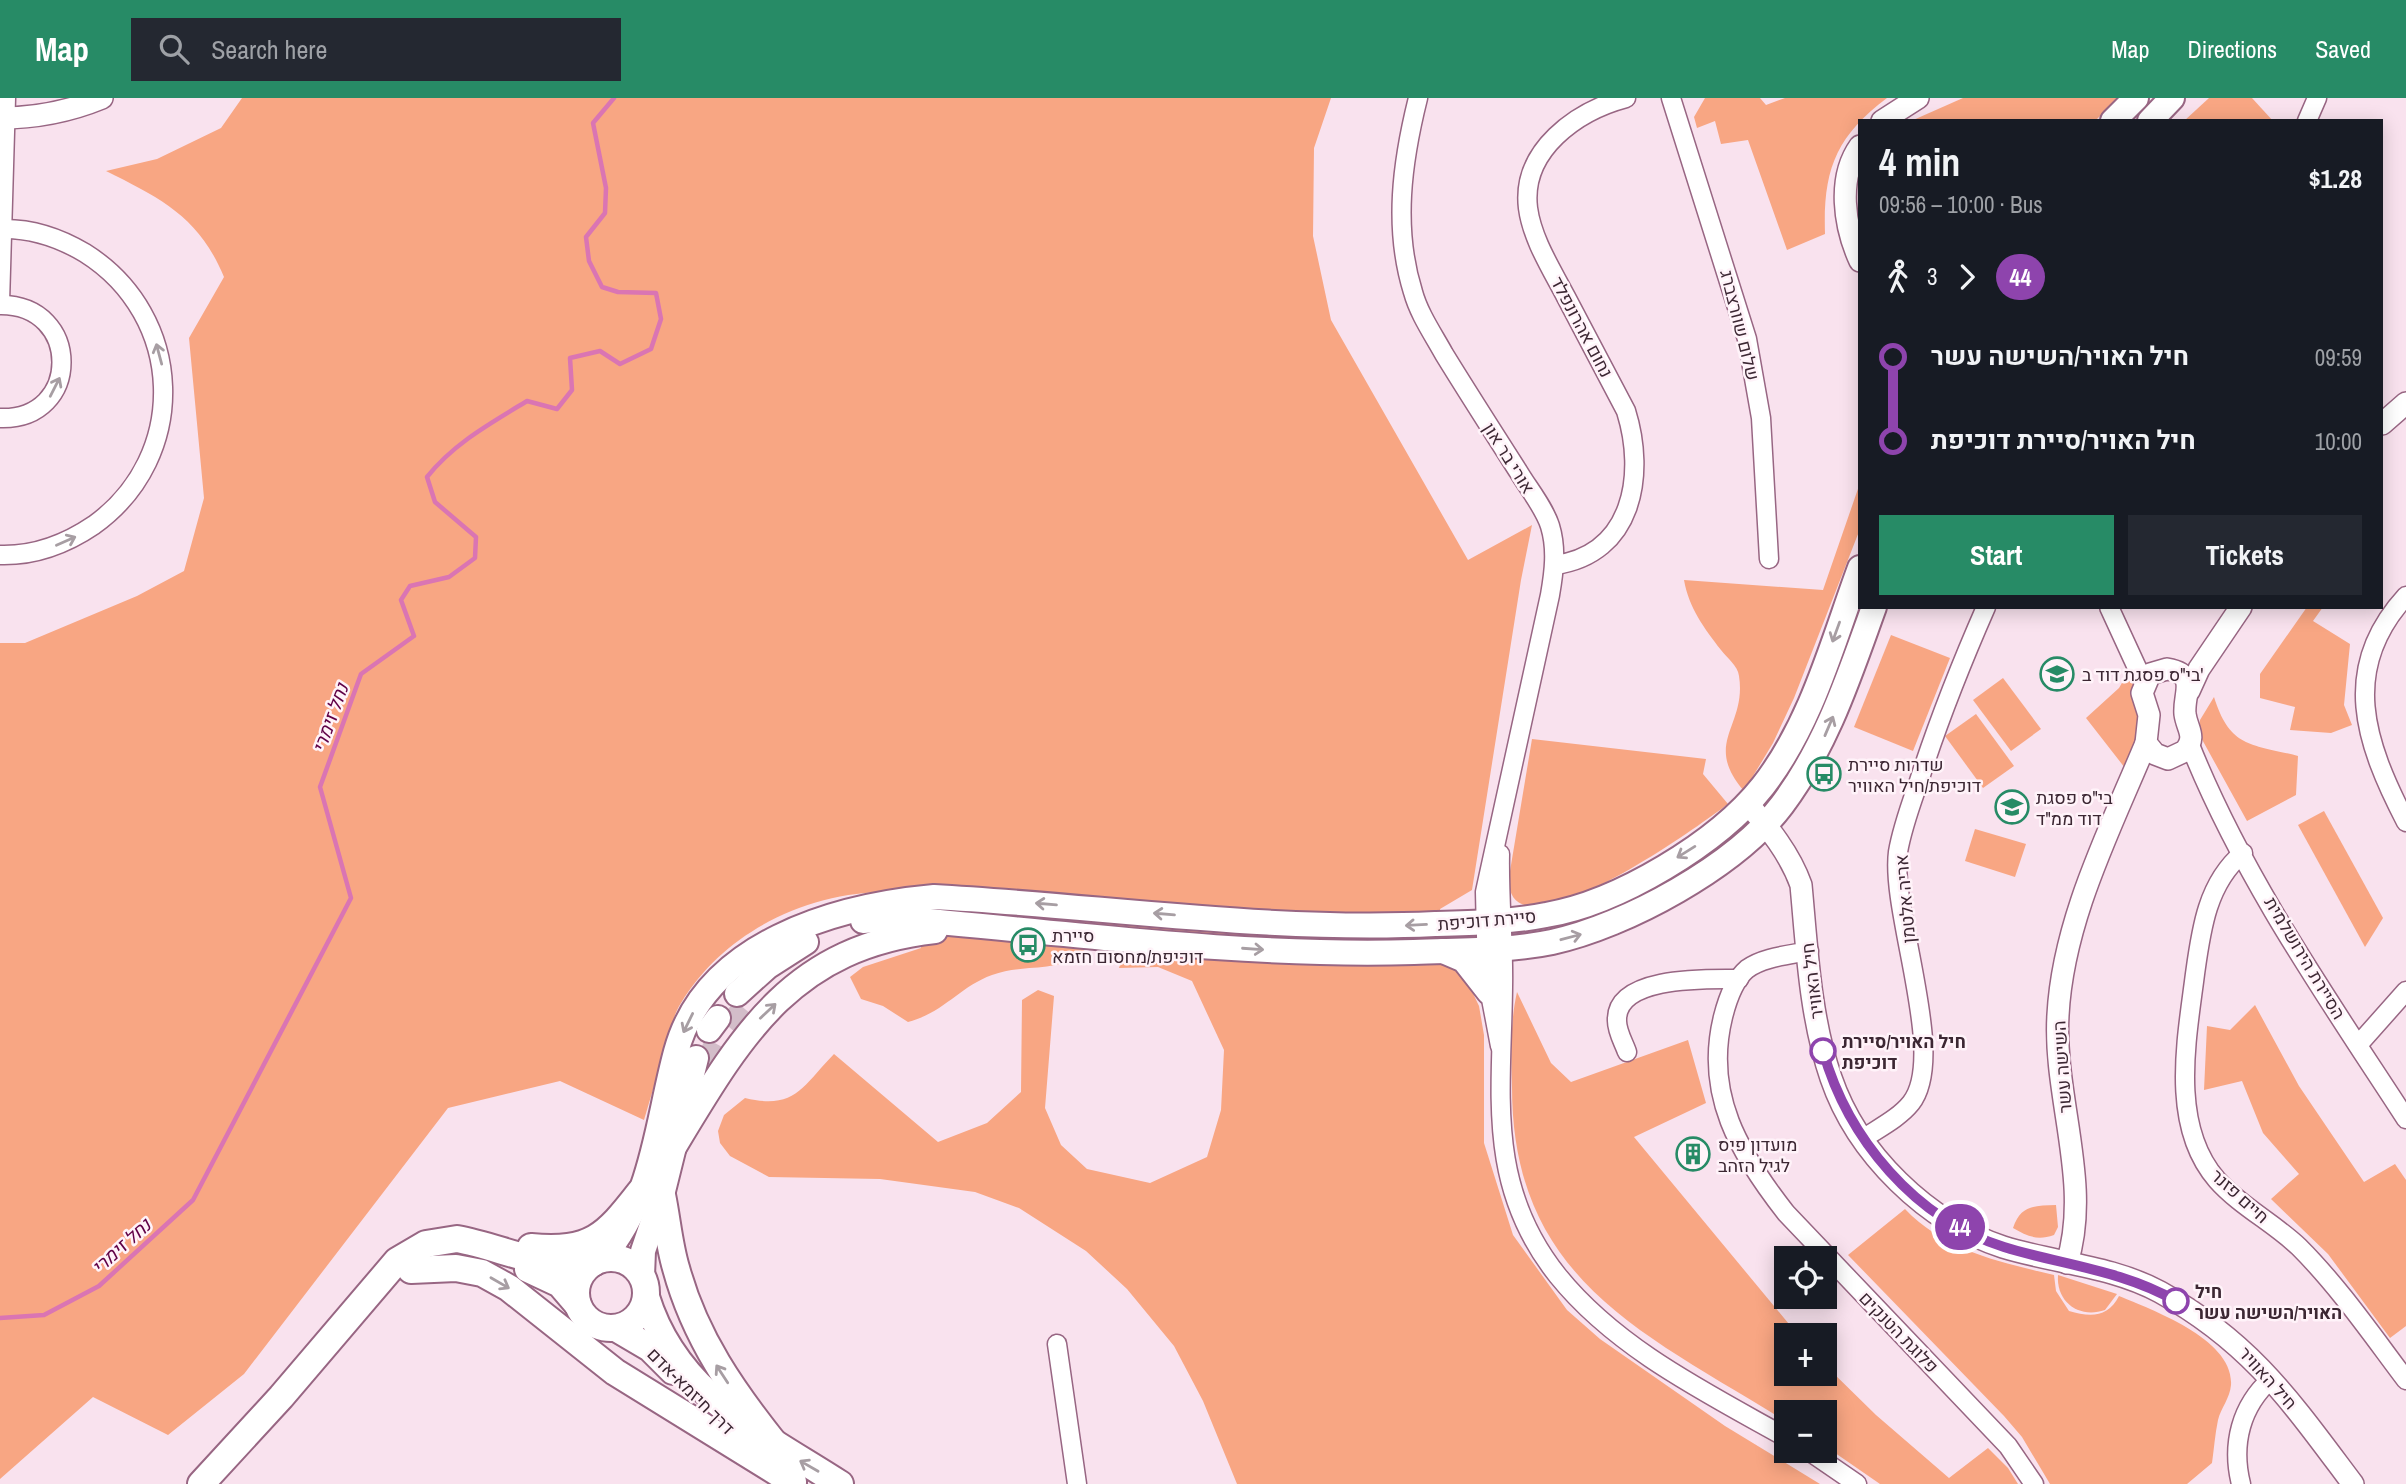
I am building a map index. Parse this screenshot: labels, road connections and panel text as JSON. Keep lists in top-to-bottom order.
{
  "streets": {
    "main road": ["סיירת דוכיפת", "דרך חיזמא-אדם"],
    "street": [
      "שלום שוורצברג",
      "נחום אהרונפלד",
      "אורי בר און",
      "אריה אלטמן",
      "הסיירת הירושלמית",
      "חיל האוויר",
      "השישה עשר",
      "חיים פזנר",
      "פלוגת הטנקים"
    ]
  },
  "crossings": [
    ["נחום אהרונפלד", "אורי בר און"],
    ["אורי בר און", "סיירת דוכיפת"],
    ["אריה אלטמן", "חיל האוויר"],
    ["סיירת דוכיפת", "חיל האוויר"],
    ["הסיירת הירושלמית", "השישה עשר"],
    ["הסיירת הירושלמית", "חיים פזנר"],
    ["חיל האוויר", "השישה עשר"]
  ],
  "water": ["נחל זימרי"],
  "places": {
    "school or university": ["בי\"ס פסגת דוד ב'", "בי\"ס פסגת דוד ממ\"ד"],
    "bus stop": ["שדרות סיירת דוכיפת/חיל האוויר", "סיירת דוכיפת/מחסום חזמא"],
    "other": ["חיל האויר/סיירת דוכיפת", "חיל האויר/השישה עשר"],
    "building": ["מועדון פיס לגיל הזהב"]
  },
  "lines": ["bus line 44"],
  "page": {
    "header": "Map",
    "search": "Search here",
    "nav": ["Map", "Directions", "Saved"],
    "on_map": "44",
    "heading": ["4 min", "09:56 – 10:00 · Bus", "$1.28"],
    "legs": ["3", "44"],
    "list": [
      {
        "name": "חיל האויר/השישה עשר",
        "value": "09:59"
      },
      {
        "name": "חיל האויר/סיירת דוכיפת",
        "value": "10:00"
      }
    ],
    "buttons": ["Start", "Tickets"],
    "map_buttons": ["+", "−"]
  }
}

* * * * * * * * *

WHAT YOU WILL DO —
Give every line above again exactly, omitting whatever pictures appear.

OUTPUT BELOW —
I am building a map index. Parse this screenshot: labels, road connections and panel text as JSON. Keep lists in top-to-bottom order.
{
  "streets": {
    "main road": ["סיירת דוכיפת", "דרך חיזמא-אדם"],
    "street": [
      "שלום שוורצברג",
      "נחום אהרונפלד",
      "אורי בר און",
      "אריה אלטמן",
      "הסיירת הירושלמית",
      "חיל האוויר",
      "השישה עשר",
      "חיים פזנר",
      "פלוגת הטנקים"
    ]
  },
  "crossings": [
    ["נחום אהרונפלד", "אורי בר און"],
    ["אורי בר און", "סיירת דוכיפת"],
    ["אריה אלטמן", "חיל האוויר"],
    ["סיירת דוכיפת", "חיל האוויר"],
    ["הסיירת הירושלמית", "השישה עשר"],
    ["הסיירת הירושלמית", "חיים פזנר"],
    ["חיל האוויר", "השישה עשר"]
  ],
  "water": ["נחל זימרי"],
  "places": {
    "school or university": ["בי\"ס פסגת דוד ב'", "בי\"ס פסגת דוד ממ\"ד"],
    "bus stop": ["שדרות סיירת דוכיפת/חיל האוויר", "סיירת דוכיפת/מחסום חזמא"],
    "other": ["חיל האויר/סיירת דוכיפת", "חיל האויר/השישה עשר"],
    "building": ["מועדון פיס לגיל הזהב"]
  },
  "lines": ["bus line 44"],
  "page": {
    "header": "Map",
    "search": "Search here",
    "nav": ["Map", "Directions", "Saved"],
    "on_map": "44",
    "heading": ["4 min", "09:56 – 10:00 · Bus", "$1.28"],
    "legs": ["3", "44"],
    "list": [
      {
        "name": "חיל האויר/השישה עשר",
        "value": "09:59"
      },
      {
        "name": "חיל האויר/סיירת דוכיפת",
        "value": "10:00"
      }
    ],
    "buttons": ["Start", "Tickets"],
    "map_buttons": ["+", "−"]
  }
}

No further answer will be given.